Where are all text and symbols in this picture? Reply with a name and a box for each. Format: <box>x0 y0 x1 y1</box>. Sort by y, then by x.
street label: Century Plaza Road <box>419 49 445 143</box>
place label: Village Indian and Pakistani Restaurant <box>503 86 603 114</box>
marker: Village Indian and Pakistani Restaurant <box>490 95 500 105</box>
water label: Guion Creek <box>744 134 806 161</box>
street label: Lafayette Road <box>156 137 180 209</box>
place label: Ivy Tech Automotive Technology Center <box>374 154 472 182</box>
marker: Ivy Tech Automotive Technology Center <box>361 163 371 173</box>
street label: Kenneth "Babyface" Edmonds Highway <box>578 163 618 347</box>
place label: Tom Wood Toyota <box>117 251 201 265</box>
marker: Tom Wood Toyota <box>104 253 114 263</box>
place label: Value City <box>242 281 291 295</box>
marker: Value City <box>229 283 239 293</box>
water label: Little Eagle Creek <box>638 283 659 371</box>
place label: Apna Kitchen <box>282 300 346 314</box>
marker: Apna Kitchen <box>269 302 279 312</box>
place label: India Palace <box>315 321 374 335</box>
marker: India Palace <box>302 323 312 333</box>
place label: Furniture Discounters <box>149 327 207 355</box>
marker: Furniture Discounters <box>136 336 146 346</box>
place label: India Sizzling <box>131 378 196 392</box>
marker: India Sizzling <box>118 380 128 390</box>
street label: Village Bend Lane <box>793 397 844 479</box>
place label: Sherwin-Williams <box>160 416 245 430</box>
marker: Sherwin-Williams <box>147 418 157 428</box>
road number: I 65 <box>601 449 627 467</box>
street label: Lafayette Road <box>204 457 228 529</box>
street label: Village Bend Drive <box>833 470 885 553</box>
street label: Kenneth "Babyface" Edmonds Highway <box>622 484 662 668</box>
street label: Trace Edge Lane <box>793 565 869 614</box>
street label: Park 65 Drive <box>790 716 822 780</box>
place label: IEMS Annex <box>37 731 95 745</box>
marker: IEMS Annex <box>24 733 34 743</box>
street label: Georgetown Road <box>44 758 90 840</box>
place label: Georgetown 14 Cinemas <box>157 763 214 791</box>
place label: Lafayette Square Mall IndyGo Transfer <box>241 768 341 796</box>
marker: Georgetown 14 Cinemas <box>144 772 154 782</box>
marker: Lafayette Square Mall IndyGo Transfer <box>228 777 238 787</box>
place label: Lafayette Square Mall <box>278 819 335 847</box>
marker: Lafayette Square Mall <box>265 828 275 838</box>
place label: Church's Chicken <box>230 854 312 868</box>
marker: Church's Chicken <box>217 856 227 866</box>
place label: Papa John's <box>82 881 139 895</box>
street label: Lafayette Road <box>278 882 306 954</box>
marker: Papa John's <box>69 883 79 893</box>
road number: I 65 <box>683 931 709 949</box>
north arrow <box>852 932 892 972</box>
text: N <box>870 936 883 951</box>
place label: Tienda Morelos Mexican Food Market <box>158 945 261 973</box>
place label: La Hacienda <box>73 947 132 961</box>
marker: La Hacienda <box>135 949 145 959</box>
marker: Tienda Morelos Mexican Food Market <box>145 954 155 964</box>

**YOUR INSTRUCTIONS**
Copy out the full set of records precisely, leaving nothing out.

**TASK RESPONSE**
Where are all text and symbols in this picture? Reply with a name and a box for each. Format: <box>x0 y0 x1 y1</box>. Sort by y, then by x.
street label: Century Plaza Road <box>419 49 445 143</box>
place label: Village Indian and Pakistani Restaurant <box>503 86 603 114</box>
marker: Village Indian and Pakistani Restaurant <box>490 95 500 105</box>
water label: Guion Creek <box>744 134 806 161</box>
street label: Lafayette Road <box>156 137 180 209</box>
place label: Ivy Tech Automotive Technology Center <box>374 154 472 182</box>
marker: Ivy Tech Automotive Technology Center <box>361 163 371 173</box>
street label: Kenneth "Babyface" Edmonds Highway <box>578 163 618 347</box>
place label: Tom Wood Toyota <box>117 251 201 265</box>
marker: Tom Wood Toyota <box>104 253 114 263</box>
place label: Value City <box>242 281 291 295</box>
marker: Value City <box>229 283 239 293</box>
water label: Little Eagle Creek <box>638 283 659 371</box>
place label: Apna Kitchen <box>282 300 346 314</box>
marker: Apna Kitchen <box>269 302 279 312</box>
place label: India Palace <box>315 321 374 335</box>
marker: India Palace <box>302 323 312 333</box>
place label: Furniture Discounters <box>149 327 207 355</box>
marker: Furniture Discounters <box>136 336 146 346</box>
place label: India Sizzling <box>131 378 196 392</box>
marker: India Sizzling <box>118 380 128 390</box>
street label: Village Bend Lane <box>793 397 844 479</box>
place label: Sherwin-Williams <box>160 416 245 430</box>
marker: Sherwin-Williams <box>147 418 157 428</box>
road number: I 65 <box>601 449 627 467</box>
street label: Lafayette Road <box>204 457 228 529</box>
street label: Village Bend Drive <box>833 470 885 553</box>
street label: Kenneth "Babyface" Edmonds Highway <box>622 484 662 668</box>
street label: Trace Edge Lane <box>793 565 869 614</box>
street label: Park 65 Drive <box>790 716 822 780</box>
place label: IEMS Annex <box>37 731 95 745</box>
marker: IEMS Annex <box>24 733 34 743</box>
street label: Georgetown Road <box>44 758 90 840</box>
place label: Georgetown 14 Cinemas <box>157 763 214 791</box>
place label: Lafayette Square Mall IndyGo Transfer <box>241 768 341 796</box>
marker: Georgetown 14 Cinemas <box>144 772 154 782</box>
marker: Lafayette Square Mall IndyGo Transfer <box>228 777 238 787</box>
place label: Lafayette Square Mall <box>278 819 335 847</box>
marker: Lafayette Square Mall <box>265 828 275 838</box>
place label: Church's Chicken <box>230 854 312 868</box>
marker: Church's Chicken <box>217 856 227 866</box>
place label: Papa John's <box>82 881 139 895</box>
street label: Lafayette Road <box>278 882 306 954</box>
marker: Papa John's <box>69 883 79 893</box>
road number: I 65 <box>683 931 709 949</box>
north arrow <box>852 932 892 972</box>
text: N <box>870 936 883 951</box>
place label: Tienda Morelos Mexican Food Market <box>158 945 261 973</box>
place label: La Hacienda <box>73 947 132 961</box>
marker: La Hacienda <box>135 949 145 959</box>
marker: Tienda Morelos Mexican Food Market <box>145 954 155 964</box>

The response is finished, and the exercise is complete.